__Your instructions__: Give the number of lines in the entries below that hold "Math", with no accompanying words.
━━ Records to use
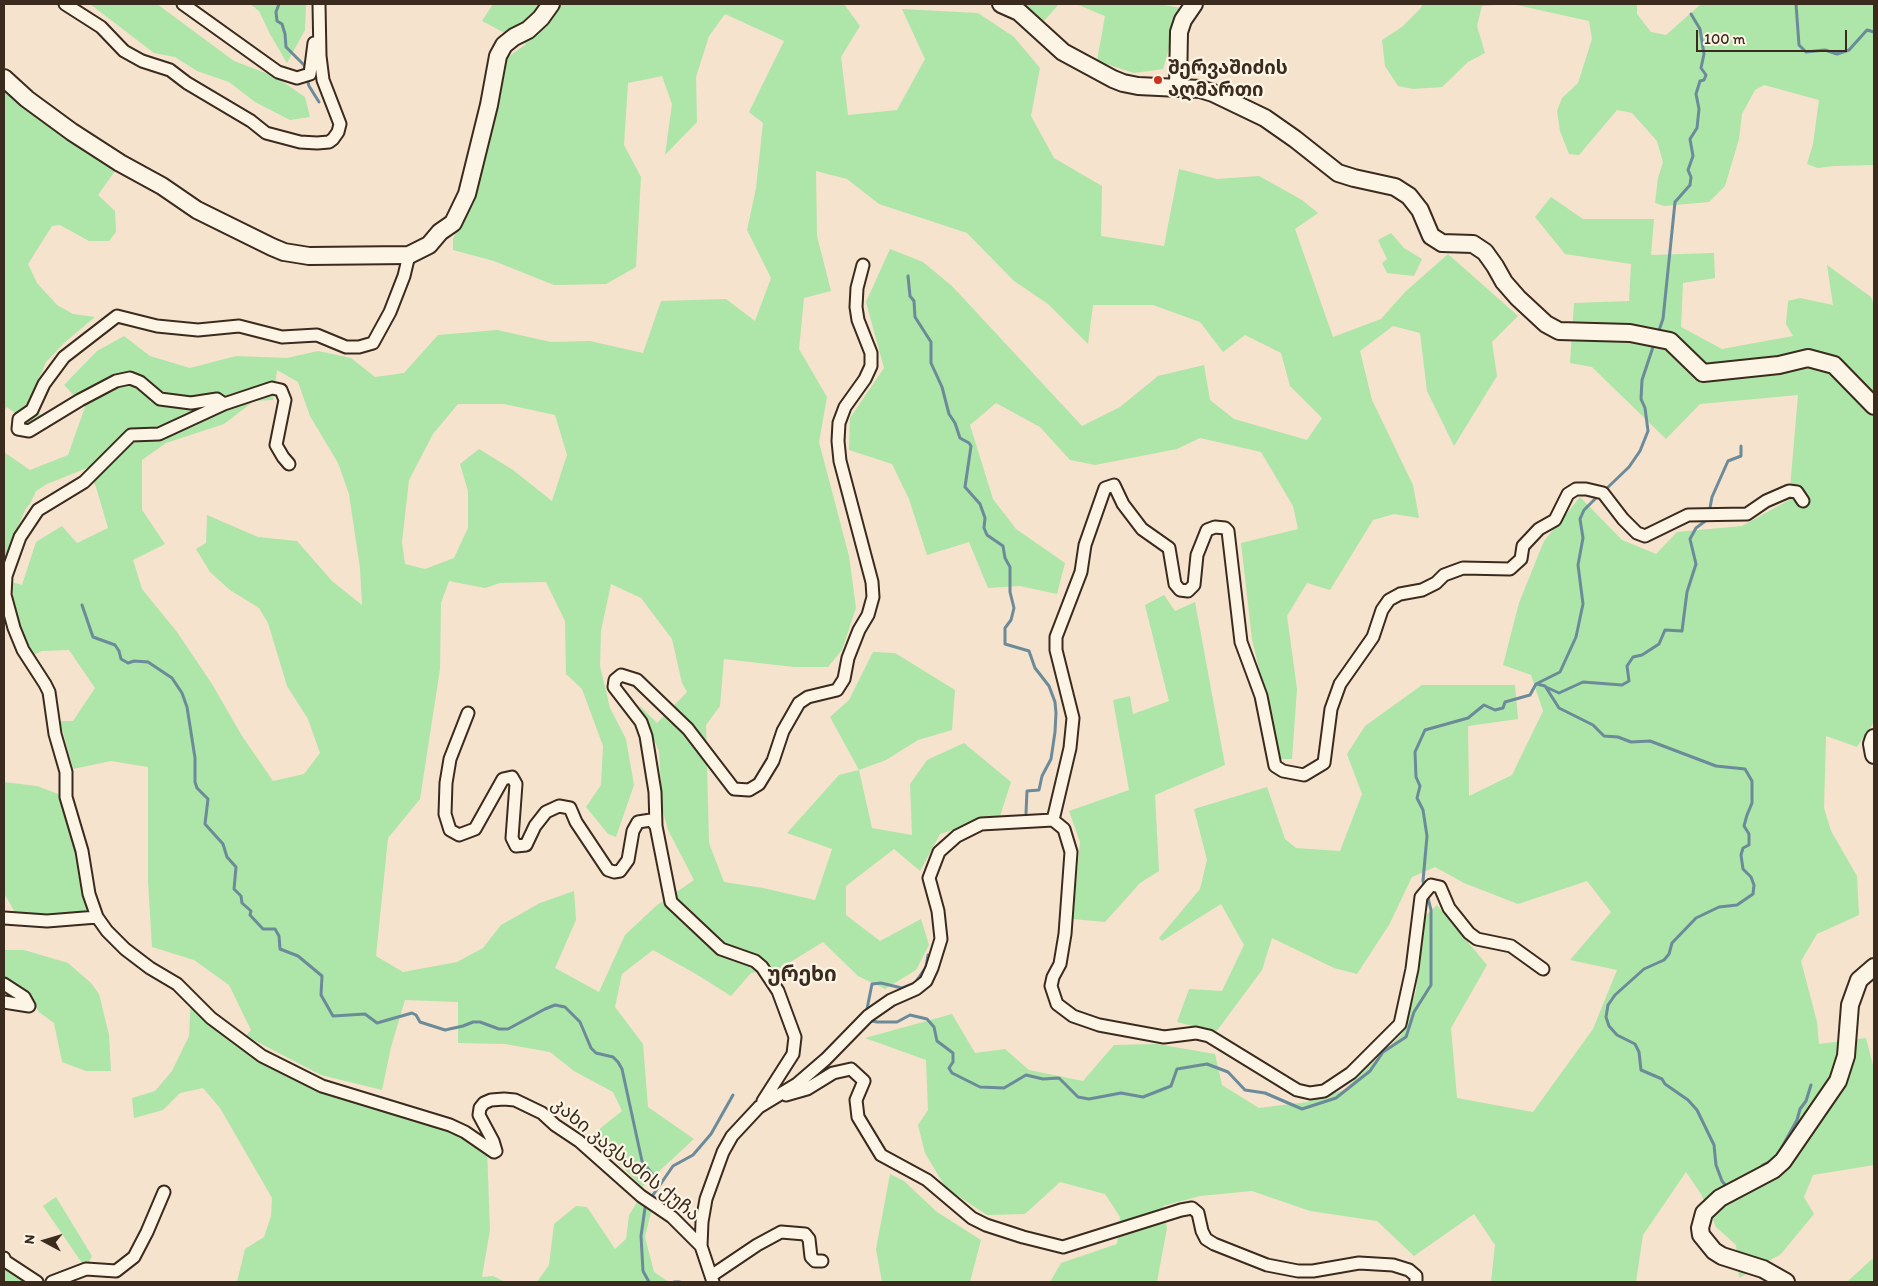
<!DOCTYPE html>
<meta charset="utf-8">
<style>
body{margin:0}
#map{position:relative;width:1878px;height:1286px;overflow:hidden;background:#f5e3cd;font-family:Itim,sans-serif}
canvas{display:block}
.frame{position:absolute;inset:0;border:5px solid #3b2a1e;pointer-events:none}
.north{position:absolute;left:20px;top:1216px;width:50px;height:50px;-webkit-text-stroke:4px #fcf5e5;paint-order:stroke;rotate:276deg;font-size:14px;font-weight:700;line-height:20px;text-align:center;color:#3b2a1e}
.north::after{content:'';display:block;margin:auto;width:18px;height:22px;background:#3b2a1e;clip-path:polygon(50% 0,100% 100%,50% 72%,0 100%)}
.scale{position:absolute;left:1696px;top:30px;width:151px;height:22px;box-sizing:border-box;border:2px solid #3b2a1e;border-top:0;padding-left:6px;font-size:15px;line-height:18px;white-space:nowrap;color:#3b2a1e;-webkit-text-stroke:4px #fcf5e5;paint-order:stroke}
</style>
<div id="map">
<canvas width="1878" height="1286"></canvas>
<div class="frame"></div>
<div class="north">N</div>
<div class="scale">100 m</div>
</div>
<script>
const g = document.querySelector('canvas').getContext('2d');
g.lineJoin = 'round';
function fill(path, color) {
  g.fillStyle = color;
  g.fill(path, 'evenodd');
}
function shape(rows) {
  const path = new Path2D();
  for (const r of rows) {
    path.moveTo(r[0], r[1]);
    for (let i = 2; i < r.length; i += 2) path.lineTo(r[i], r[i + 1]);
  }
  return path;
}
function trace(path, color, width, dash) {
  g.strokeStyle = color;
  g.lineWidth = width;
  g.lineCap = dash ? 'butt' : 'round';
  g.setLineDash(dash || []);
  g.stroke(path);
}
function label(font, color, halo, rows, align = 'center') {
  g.font = font + ' Itim,"Noto Sans Georgian",sans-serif';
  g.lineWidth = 4.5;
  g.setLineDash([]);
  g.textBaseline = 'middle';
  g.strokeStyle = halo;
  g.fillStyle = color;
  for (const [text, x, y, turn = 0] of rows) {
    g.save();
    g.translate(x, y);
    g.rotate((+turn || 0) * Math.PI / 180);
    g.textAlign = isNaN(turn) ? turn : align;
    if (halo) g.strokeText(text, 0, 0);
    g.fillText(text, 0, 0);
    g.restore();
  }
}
const green = shape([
 [90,4,157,4,234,61,276,77,305,97,310,117,290,120,255,102,229,82,197,71,175,57,154,53],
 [250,4,306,4,305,30,287,63,270,34,259,11],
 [493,4,844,4,860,26,841,57,848,115,897,110,925,59,902,9,978,13,1014,37,1040,68,1031,116,1054,158,1102,186,1101,236,1164,246,1179,169,1217,179,1259,176,1302,200,1318,213,1295,229,1333,337,1381,319,1405,292,1448,254,1518,316,1492,342,1497,376,1454,446,1427,391,1420,333,1393,326,1360,351,1372,400,1413,485,1419,518,1394,514,1373,520,1330,590,1307,583,1287,616,1297,689,1292,759,1280,759,1252,639,1241,543,1298,529,1293,506,1261,452,1200,438,1177,449,1095,465,1070,460,1040,427,996,403,970,425,993,499,1016,529,1065,563,1057,594,1020,586,988,588,969,542,927,555,909,499,892,464,849,450,850,418,884,368,866,302,890,249,923,262,952,286,1082,426,1120,407,1158,376,1204,365,1210,400,1234,419,1307,440,1322,418,1290,386,1281,353,1245,335,1223,352,1200,322,1153,305,1093,305,1088,344,1048,304,1014,281,967,233,879,204,847,179,816,171,817,236,831,291,804,298,799,349,827,397,819,442,849,556,856,608,842,650,828,667,794,667,724,659,720,706,706,725,709,843,724,882,763,888,815,900,832,849,787,833,839,775,859,770,830,717,849,700,873,652,895,653,955,690,952,730,918,740,886,760,859,770,872,828,912,835,910,784,927,760,964,743,1011,782,1000,816,940,834,920,871,894,849,846,886,846,915,880,941,921,919,929,945,916,970,885,989,858,976,823,942,779,969,751,973,731,996,696,974,653,950,622,974,615,1007,643,1044,648,1107,694,1139,642,1187,592,1135,622,1111,613,1092,574,1071,550,1052,505,1044,458,1043,458,1002,405,1000,391,1047,382,1090,321,1075,246,1036,251,1030,229,985,194,960,152,947,148,881,148,767,111,761,73,769,60,721,73,721,95,688,69,650,42,651,33,655,21,626,13,600,12,582,22,585,36,542,62,526,77,543,108,528,96,487,87,468,47,484,36,491,31,502,25,510,11,543,7,561,4,597,4,452,30,470,68,455,85,407,64,385,97,351,124,336,150,356,190,368,236,356,287,358,318,351,351,358,375,377,404,373,438,335,497,330,551,342,590,341,643,353,661,301,726,299,755,321,771,278,747,230,756,188,763,123,749,112,784,41,725,14,709,36,696,77,697,122,665,155,672,104,662,76,628,83,624,145,641,177,636,267,606,284,554,285,494,261,453,250,453,238,474,203,485,161,507,58,526,44,482,21],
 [277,370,298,382,310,416,338,463,349,494,360,568,362,605,332,581,297,541,258,537,207,515,206,543,196,549,210,572,230,590,259,608,268,623,287,686,308,719,320,753,304,774,273,781,242,736,212,684,177,632,142,589,133,560,165,544,142,510,142,460,166,443,224,424,254,401,273,400],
 [458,404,504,404,555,415,567,455,552,501,513,470,479,449,460,464,468,491,468,528,454,558,425,569,405,564,402,542,409,480,433,434],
 [449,581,485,588,500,583,546,582,565,621,566,674,582,689,603,746,601,785,586,807,608,834,616,837,634,785,626,739,610,708,600,666,601,631,611,584,641,598,672,639,682,683,687,692,657,723,639,705,659,751,662,808,668,830,694,880,656,906,625,935,599,992,555,968,576,920,574,891,540,903,501,925,483,948,457,962,403,972,376,956,388,838,420,799,440,669,441,603],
 [1022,4,1059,4,1044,21],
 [1076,4,1158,4,1181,8,1163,69,1134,73,1097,61,1105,16],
 [1423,4,1637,4,1637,14,1651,32,1666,35,1701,4,1874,4,1874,165,1834,166,1818,168,1807,164,1813,144,1819,100,1764,85,1755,90,1742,114,1739,139,1725,186,1709,202,1664,206,1655,203,1658,178,1663,162,1657,141,1632,113,1617,110,1579,155,1569,154,1560,131,1557,111,1562,98,1578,83,1592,39,1589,21,1512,4,1482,6,1477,26,1485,53,1468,62,1442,87,1413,89,1398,86,1385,66,1382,40,1402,27,1420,9],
 [4,78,125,157,98,195,115,211,116,232,109,241,89,241,60,225,52,226,28,264,37,283,57,305,73,314,95,317,64,343,46,362,29,402,42,416,37,417,29,424,7,407,4,411],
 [1551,197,1583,219,1654,219,1651,255,1714,253,1715,278,1683,283,1681,327,1722,349,1793,336,1786,324,1788,301,1800,298,1833,305,1827,265,1871,297,1874,305,1874,722,1857,747,1826,736,1824,808,1831,831,1857,876,1859,915,1817,934,1801,961,1817,1022,1819,1044,1866,1038,1874,1069,1874,1165,1813,1175,1804,1197,1814,1214,1781,1254,1739,1278,1736,1245,1716,1227,1701,1194,1686,1172,1643,1235,1636,1282,1491,1282,1495,1245,1474,1214,1414,1256,1377,1221,1310,1211,1252,1191,1200,1196,1163,1206,1167,1228,1157,1282,1050,1282,1061,1263,1117,1244,1120,1217,1105,1194,1060,1182,1025,1214,987,1215,946,1188,925,1153,918,1125,928,1110,926,1060,865,1038,952,1014,975,1053,1005,1049,1029,1070,1083,1081,1114,1045,1157,1044,1215,1054,1222,1085,1259,1108,1307,1102,1344,1090,1401,1035,1416,991,1424,917,1437,905,1487,965,1451,1028,1457,1098,1533,1112,1593,1029,1617,970,1570,960,1611,912,1587,881,1518,904,1464,883,1435,867,1412,877,1389,925,1357,974,1334,968,1272,938,1262,970,1216,1032,1177,1022,1189,989,1222,991,1244,945,1221,904,1162,941,1159,938,1200,889,1207,860,1194,809,1267,787,1285,839,1296,848,1340,851,1362,794,1347,754,1365,726,1422,685,1515,685,1518,719,1468,726,1469,796,1512,775,1543,711,1531,675,1503,665,1519,603,1544,541,1580,497,1622,540,1656,554,1677,532,1742,526,1789,500,1798,395,1700,404,1666,439,1592,367,1570,363,1574,303,1629,301,1631,264,1565,254,1535,217],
 [1391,233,1404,248,1422,259,1414,276,1387,273,1382,263,1387,259,1378,240],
 [1164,595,1175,611,1195,602,1225,765,1155,795,1159,871,1140,883,1105,922,1073,919,1080,842,1069,811,1129,790,1113,700,1130,696,1133,714,1169,701,1145,605],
 [4,782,37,786,66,797,97,917,18,918,4,893],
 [4,950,24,950,68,963,91,983,99,994,109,1035,111,1071,86,1071,62,1062,54,1023,39,1012,21,986,4,979],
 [191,999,225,1029,322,1086,425,1117,487,1148,490,1230,482,1277,493,1276,505,1282,237,1282,245,1249,264,1237,271,1216,272,1198,220,1108,203,1088,180,1093,163,1110,134,1118,132,1098,155,1091,172,1071,189,1036],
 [890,1174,904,1181,937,1212,981,1240,970,1282,882,1282,876,1249],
 [641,1196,653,1204,645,1237,654,1272,669,1282,537,1282,549,1265,554,1224,576,1206,587,1207,615,1249,626,1239,629,1215],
 [56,1197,92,1256,86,1269,43,1206],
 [1872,1259,1874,1260,1874,1282,1847,1282],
 [4,1261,37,1282,4,1282]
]);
const stream = shape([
 [279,4,276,12,277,21,282,24,285,34,286,47,304,65,306,72],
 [1796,4,1799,45,1806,52,1825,50,1837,54,1849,50,1867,30,1874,32],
 [307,79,309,86,319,102],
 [908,276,910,296,914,301,915,317,931,342,931,363,942,387,949,414,955,423,960,438,969,443,971,446,965,487,980,504,985,518,984,528,987,535,1003,546,1005,558,1010,567,1010,592,1014,608,1011,620,1005,628,1005,644,1029,651,1035,668,1049,686,1055,702,1056,713,1055,732,1051,759,1042,776,1039,790,1027,791,1026,813],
 [1658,333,1663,319,1675,202,1690,185,1691,177,1688,170,1693,156,1690,139,1697,128,1699,109,1696,94,1700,81,1704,80,1706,75,1701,68,1704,54,1700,29,1691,14],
 [1604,491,1629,467,1640,451,1648,431,1645,408,1641,399,1642,380,1654,344],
 [1709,513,1712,497,1728,461,1741,456,1741,446],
 [82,605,93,637,115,645,119,651,121,659,128,663,134,661,148,662,172,678,182,693,187,707,195,758,195,782,197,788,208,799,205,824,223,844,227,857,236,867,234,889,241,896,242,903,251,911,250,915,263,929,275,929,279,936,280,949,298,956,322,976,321,995,333,1016,365,1014,377,1023,412,1013,416,1015,420,1022,445,1030,463,1026,473,1022,480,1022,499,1029,508,1029,545,1009,555,1005,565,1007,580,1022,591,1048,596,1053,613,1057,618,1062,622,1069,642,1161,660,1184],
 [1537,684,1545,686,1559,708,1593,725,1604,736,1618,737,1631,742,1650,741,1716,766,1745,769,1752,781,1752,803,1747,815,1744,826,1749,834,1749,845,1743,848,1741,855,1743,869,1751,877,1754,885,1753,894,1737,905,1719,907,1696,918,1672,943,1669,954,1664,960,1644,969,1615,995,1608,1005,1606,1017,1609,1026,1617,1035,1635,1044,1639,1052,1641,1070,1662,1079,1665,1084,1688,1100,1697,1110,1714,1145,1716,1165,1722,1181,1726,1186,1729,1186],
 [1546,687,1559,693,1583,682,1622,685,1629,681,1627,666,1633,657,1642,655,1659,644,1665,630,1682,631,1687,592,1696,564,1690,539,1696,528,1708,519],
 [1425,888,1423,881,1427,836,1423,810,1417,798,1420,786,1416,777,1415,752,1425,730,1468,718,1484,705,1495,710,1503,708,1505,702,1530,695,1536,684,1560,672,1576,637,1583,604,1578,565,1583,538,1580,519,1584,510,1599,495],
 [868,1012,867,1009,872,984,881,983,902,988,915,983,926,967,928,955],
 [871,1018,872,1021,877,1022,897,1022,910,1015,927,1019,934,1027,937,1041,953,1053,953,1062,949,1068,952,1073,980,1087,1004,1088,1026,1075,1043,1079,1059,1078,1078,1097,1089,1099,1121,1093,1143,1097,1171,1086,1177,1069,1207,1064,1228,1072,1245,1090,1265,1093,1302,1109,1336,1098,1370,1071,1383,1052,1406,1037,1414,1012,1431,985,1431,910,1427,894],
 [1777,1156,1797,1120,1800,1109,1806,1101,1811,1085],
 [1760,1169,1763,1165,1773,1160],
 [653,1195,673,1166,693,1155,711,1134,733,1095],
 [645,1208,641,1236,643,1271,649,1282],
 [674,1282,680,1282]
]);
const street = shape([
 [65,4,101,27,124,51,142,61,170,70,187,83,251,121,266,133,300,142,317,143,329,142,333,139,338,132,340,124,323,80,320,56,319,4],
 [183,4,278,72,297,78,310,74,314,43],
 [224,404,217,399,191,403,160,399,140,382,130,378,116,381,80,400,29,431,18,429,19,419,32,410,44,384,64,357,117,316,157,326,198,330,239,326,282,337,317,335,346,347,359,347,373,343,390,312,404,276,409,255],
 [289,464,283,457,276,445,285,400,281,390,272,388,224,404,159,434,131,435,84,482,38,510,20,537,6,576,5,595,14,628,23,650,45,684,49,692,55,734,66,772,66,797,82,851,89,894,97,917,107,931,125,949,150,968,177,984,211,1018,262,1056,322,1086,450,1125,465,1132,494,1152,496,1151,493,1141,479,1115,480,1108,484,1103,491,1100,504,1099,515,1100,542,1113,555,1125,579,1141,641,1196,672,1217,701,1246],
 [468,713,450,759,446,783,445,814,450,830,459,835,475,829,503,779,512,777,516,784,512,838,516,846,526,845,535,826,546,812,559,806,570,808,576,822,608,870,614,872,620,871,628,860,633,831,638,822,651,820,656,826,671,902,721,949,755,961,762,967,778,991,795,1037,793,1054,763,1101],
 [1053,820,1064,829,1071,852,1065,934,1060,964,1053,977,1051,986,1057,1004,1073,1016,1099,1025,1164,1037,1196,1033,1209,1036,1297,1090,1310,1093,1324,1091,1351,1073,1400,1024,1412,969,1421,897,1431,885,1440,887,1449,908,1469,933,1477,939,1511,946,1543,969],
 [656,826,655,792,646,736,641,722,614,687,615,680,621,675,637,680,688,729,734,789,749,790,759,784,773,761,783,731,799,703,808,697,837,690,844,679,848,658,859,630,868,615,873,597,872,582,840,461,838,441,839,423,845,407,865,379,871,366,871,353,858,320,856,307,857,288,863,265],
 [4,918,47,921,97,917],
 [4,984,24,997,29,1006],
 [4,1002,29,1006],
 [786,1095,807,1089,833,1073,851,1069,864,1081,856,1100,858,1117,881,1155,927,1180,972,1218,986,1225,1023,1237,1063,1247,1181,1210,1192,1208,1198,1213,1202,1231,1206,1239,1214,1244,1267,1265,1298,1271,1313,1271,1359,1263,1393,1265,1409,1270,1416,1276,1416,1282],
 [4,1258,5,1261,37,1282],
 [711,1276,757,1245,781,1232,805,1234,809,1239,811,1257,815,1261,822,1261],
 [52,1282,86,1269,116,1271,134,1257,147,1232,164,1192],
 [713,1282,701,1246,702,1222,706,1199,723,1152,732,1136,759,1107,797,1084,826,1059,868,1016,891,1000,916,989,926,981,932,968,941,939,938,911,929,878,939,852,957,836,981,824,1053,820,1070,748,1073,718,1056,650,1056,637,1081,572,1085,545,1105,488,1114,485,1123,504,1142,529,1169,548,1175,584,1180,590,1188,591,1194,585,1197,555,1207,530,1215,527,1225,528,1228,531,1241,642,1261,696,1275,766,1283,771,1304,775,1324,763,1331,709,1340,684,1373,637,1382,610,1389,600,1400,594,1422,590,1436,583,1444,575,1463,568,1510,569,1521,559,1523,546,1539,529,1555,520,1568,494,1576,489,1586,489,1603,493,1623,519,1637,533,1645,536,1688,515,1747,514,1766,501,1789,491,1797,492,1803,501]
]);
const secondary = shape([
 [1001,4,1019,12,1063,52,1113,79,1123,83,1138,86,1200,89,1213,93,1265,118,1295,139,1338,173,1354,178,1395,187,1409,196,1420,210,1431,236,1442,243,1473,244,1485,252,1495,266,1504,282,1518,298,1546,324,1559,331,1630,333,1670,341,1703,373,1779,365,1808,358,1834,365,1874,406],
 [4,78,27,99,72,132,120,163,162,186,197,210,272,247,284,252,309,256,409,255,429,245,440,232,453,223,467,194,489,105,498,56,504,45,514,37,528,30,541,18,551,4],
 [1178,87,1179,32,1183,20,1194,4],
 [1874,738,1872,744,1874,755],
 [1786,1282,1763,1269,1722,1256,1714,1251,1701,1235,1700,1228,1704,1213,1720,1198,1773,1170,1783,1161,1838,1081,1846,1056,1850,1005,1859,980,1874,967]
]);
const markers = [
 [1158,80,5,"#c8321e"]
];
const poiNames = [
 ["შერვაშიძის",1168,69],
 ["აღმართი",1168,91]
];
const streetNames = [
 ["კახი კავსაძის ქუჩა",625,1160,39]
];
const quarterNames = [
 ["ურეხი",802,976]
];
fill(green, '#aee5a8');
trace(stream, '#6c8b9a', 3);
trace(street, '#3b2a1e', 15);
trace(secondary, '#3b2a1e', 20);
trace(street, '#fcf5e5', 11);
trace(secondary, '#fcf5e5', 16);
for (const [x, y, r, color] of markers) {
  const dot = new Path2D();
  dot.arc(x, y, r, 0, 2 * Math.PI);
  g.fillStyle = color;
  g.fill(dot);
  trace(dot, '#fcf5e5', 2);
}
label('bold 19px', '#3b2a1e', '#fcf5e5', poiNames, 'left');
label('19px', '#3b2a1e', '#fcf5e5', streetNames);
label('bold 21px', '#3b2a1e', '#fcf5e5', quarterNames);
</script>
━━━━
__Answer to this exercise__: 2